Fragment + Chiffre, Galerie GraeserSchmidt, Köln 2015

Peter Lodermeyer
zur Ausstellung Fragment + Chiffre
Galerie GraeserSchmidt, Köln 2015

„Ein Zeichen sind wir, deutungslos“ – so beginnt die zweite Fassung von Friedrich Hölderlins letzter, wohl 1802 entstandener Hymne „Mnemosyne“. Wie auch immer diese Deutungslosigkeit zu deuten ist (an tiefsinnigen Interpretationen der Textstelle herrscht kein Mangel): die Tatsache, dass für uns Menschen das Zeichen „Mensch“ unabschließbar offen bleibt, d. h. in keiner endgültigen Definition aufgehen kann, scheint letztlich der Grund dafür zu sein, dass wir ein so großes Bedürfnis nach „deutungslosen Zeichen“ überhaupt haben. Der bevorzugte Ort solcher Zeichen aber ist die Kunst. Die Formen, die Sonja Koczula in ihren Gemälden hervorbringt, nennt sie selbst Chiffren und Fragmente. Chiffren wofür? Fragmente wovon? Die kompakten schwarzen Zeichen bieten – von einigen wenigen Ausnahmen abgesehen – keinerlei Anhaltspunkt für eine mögliche Dechiffirierung.

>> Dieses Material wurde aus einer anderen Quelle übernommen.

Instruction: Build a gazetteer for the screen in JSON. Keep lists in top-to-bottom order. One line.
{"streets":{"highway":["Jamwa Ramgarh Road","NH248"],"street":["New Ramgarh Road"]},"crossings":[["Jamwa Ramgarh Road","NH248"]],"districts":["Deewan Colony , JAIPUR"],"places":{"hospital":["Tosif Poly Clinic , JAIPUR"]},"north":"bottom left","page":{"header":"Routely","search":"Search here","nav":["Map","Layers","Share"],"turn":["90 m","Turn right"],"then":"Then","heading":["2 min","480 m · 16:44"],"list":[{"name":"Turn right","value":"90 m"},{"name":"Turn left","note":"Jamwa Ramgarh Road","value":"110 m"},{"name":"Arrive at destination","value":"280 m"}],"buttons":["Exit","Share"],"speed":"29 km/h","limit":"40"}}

Die fragmentarischen Formen lassen auf keine benennbare Einheit schließen, die ihrer Fragmentierung vorausgegangen wäre. Sonja Koczulas malerische und graphische Zeichen entziehen sich dem alltäglichen Zeichenbegriff, demzufolge ein Zeichen immer auf etwas Bestimmtes verweist wie etwa das Wort „Baum“ auf einen realen Baum.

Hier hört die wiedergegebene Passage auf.